Lorsqu’une entreprise rencontre des difficultés, il est un risque que ses dirigeants ne réagissent pas à temps pour les traiter, soit parce qu’ils ne prennent pas conscience de la situation, soit parce qu’ils ne souhaitent pas effrayer les créanciers ou s’exposer à la menace de poursuites.
En tout état de cause, si le dirigeant ne réagit pas rapidement, son incurie est susceptible de compromettre la continuité de l’exploitation.
Aussi, afin que le chef d’entreprise ne se retrouve pas dans cette situation, le législateur est intervenu à plusieurs reprises pour instaurer des procédures dont la vocation commune est l’appréhension des difficultés rencontrées par l’entreprise.
Tantôt cette appréhension des difficultés de l’entreprise sera préventive, tantôt elle sera curative.
==> Prévention des entreprises en difficulté / Traitement des entreprises en difficulté
Deux sortes de procédures doivent être distinguées :
- Les procédures de prévention des entreprises en difficulté
- Il s’agit ici d’intervenir, en amont, soit avant que l’entreprise ne soit en cessation des paiements.

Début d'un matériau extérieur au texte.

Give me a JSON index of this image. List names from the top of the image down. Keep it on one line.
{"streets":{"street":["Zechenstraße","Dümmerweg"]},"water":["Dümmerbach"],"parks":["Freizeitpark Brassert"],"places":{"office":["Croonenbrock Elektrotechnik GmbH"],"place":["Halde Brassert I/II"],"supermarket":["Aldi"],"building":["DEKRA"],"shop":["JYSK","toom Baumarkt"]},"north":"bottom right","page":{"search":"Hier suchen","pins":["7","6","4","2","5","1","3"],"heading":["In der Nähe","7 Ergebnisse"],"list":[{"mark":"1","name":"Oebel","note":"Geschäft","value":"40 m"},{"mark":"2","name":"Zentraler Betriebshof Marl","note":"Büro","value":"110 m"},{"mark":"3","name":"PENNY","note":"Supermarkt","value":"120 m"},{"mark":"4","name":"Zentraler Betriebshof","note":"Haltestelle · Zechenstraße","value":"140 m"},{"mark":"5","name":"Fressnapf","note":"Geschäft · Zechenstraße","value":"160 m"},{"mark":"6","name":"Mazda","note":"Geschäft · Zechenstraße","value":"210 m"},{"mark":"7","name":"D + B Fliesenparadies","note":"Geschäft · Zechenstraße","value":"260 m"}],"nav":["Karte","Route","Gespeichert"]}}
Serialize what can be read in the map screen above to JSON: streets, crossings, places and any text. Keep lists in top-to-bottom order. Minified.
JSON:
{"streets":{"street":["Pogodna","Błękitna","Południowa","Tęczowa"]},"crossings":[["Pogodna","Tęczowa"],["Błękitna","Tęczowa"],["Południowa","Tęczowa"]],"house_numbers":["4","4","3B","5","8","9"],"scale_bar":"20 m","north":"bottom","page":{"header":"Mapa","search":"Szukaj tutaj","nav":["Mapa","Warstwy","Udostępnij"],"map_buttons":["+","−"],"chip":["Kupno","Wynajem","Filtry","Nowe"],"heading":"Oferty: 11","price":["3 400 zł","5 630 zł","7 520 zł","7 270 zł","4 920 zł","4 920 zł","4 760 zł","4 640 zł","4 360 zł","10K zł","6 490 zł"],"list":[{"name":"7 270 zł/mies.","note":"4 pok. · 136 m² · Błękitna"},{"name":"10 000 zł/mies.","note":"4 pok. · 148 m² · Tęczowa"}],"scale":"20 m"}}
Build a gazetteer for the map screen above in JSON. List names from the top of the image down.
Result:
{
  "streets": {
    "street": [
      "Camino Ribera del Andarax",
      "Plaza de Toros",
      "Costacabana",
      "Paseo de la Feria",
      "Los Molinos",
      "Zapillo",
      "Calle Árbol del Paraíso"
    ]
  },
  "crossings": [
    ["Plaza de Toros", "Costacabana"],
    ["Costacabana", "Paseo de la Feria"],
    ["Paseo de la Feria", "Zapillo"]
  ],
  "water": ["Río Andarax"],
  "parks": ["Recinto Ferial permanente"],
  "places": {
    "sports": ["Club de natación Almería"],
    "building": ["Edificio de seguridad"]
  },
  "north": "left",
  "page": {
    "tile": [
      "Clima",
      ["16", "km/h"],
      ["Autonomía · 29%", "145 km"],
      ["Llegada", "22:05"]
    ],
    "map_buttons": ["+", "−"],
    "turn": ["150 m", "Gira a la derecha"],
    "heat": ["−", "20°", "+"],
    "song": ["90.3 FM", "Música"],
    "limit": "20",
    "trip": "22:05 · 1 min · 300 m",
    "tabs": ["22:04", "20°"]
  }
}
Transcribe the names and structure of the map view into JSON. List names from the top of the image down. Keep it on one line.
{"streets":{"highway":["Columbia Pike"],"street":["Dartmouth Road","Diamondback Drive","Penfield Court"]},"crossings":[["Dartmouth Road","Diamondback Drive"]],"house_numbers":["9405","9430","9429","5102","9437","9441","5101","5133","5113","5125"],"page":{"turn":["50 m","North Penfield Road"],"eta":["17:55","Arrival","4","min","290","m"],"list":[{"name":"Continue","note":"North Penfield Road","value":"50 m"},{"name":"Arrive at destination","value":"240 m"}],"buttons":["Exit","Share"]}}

- Les deux principales procédures de prévention des entreprises en difficulté sont :
- le mandat ad hoc
- la conciliation
- Elles présentent l’avantage pour le débiteur
- d’une part, d’être confidentielles, l’objectif étant de ne pas effrayer les créanciers, ce qui produirait l’effet inverse de celui recherché
- d’autre part, de revêtir une dimension contractuelle, en ce sens qu’elles ont pour finalité de conduire à la conclusion d’un accord amiable
- Les procédures de traitement des entreprises en difficulté
- Il s’agit ici d’intervenir à un stade où si, la cessation des paiements n’est pas encore constatée, elle est imminente si l’on ne réagit pas
- Les procédures de traitement des entreprises en difficulté sont au nombre de trois :
- La procédure de sauvegarde
- La procédure de redressement judiciaire
- La procédure de liquidation judiciaire
- Contrairement aux procédures de préventions des entreprises en difficultés, les procédures de traitement des entreprises en difficulté empruntent, non pas la voie amiable, mais la voie judiciaire
- Il en résulte inévitablement un nombre bien plus important de contraintes pour le dirigeant, susceptible d’être dépossédés de son pouvoir de gestion de son entreprise à la faveur d’un administrateur.
==> Genèse de la procédure de sauvegarde
Antérieurement à la grande réforme du droit des entreprises en difficulté engagée par la loi du 26 juillet 2005, on ne dénombrait que deux procédures de traitement des entreprises en difficultés :
- La procédure de redressement judiciaire
- La procédure de liquidation judiciaire
Si ces deux procédures réformées par la loi du 25 janvier 1985 poursuivaient déjà comme objectif le sauvetage des entreprises et des emplois, le législateur a cherché, en 2005, à compléter les dispositifs de traitement des entreprises en difficulté afin de permettre aux différents acteurs en présence d’agir encore plus tôt lorsqu’une entreprise est en mauvaise posture économique, sans pour autant que les droits des créanciers soient totalement lésés.
Sous l’empire de la loi du 25 janvier 1985, il peut être observé que l’ouverture d’une procédure collective était soumise à la survenance d’une cessation des paiements du débiteur.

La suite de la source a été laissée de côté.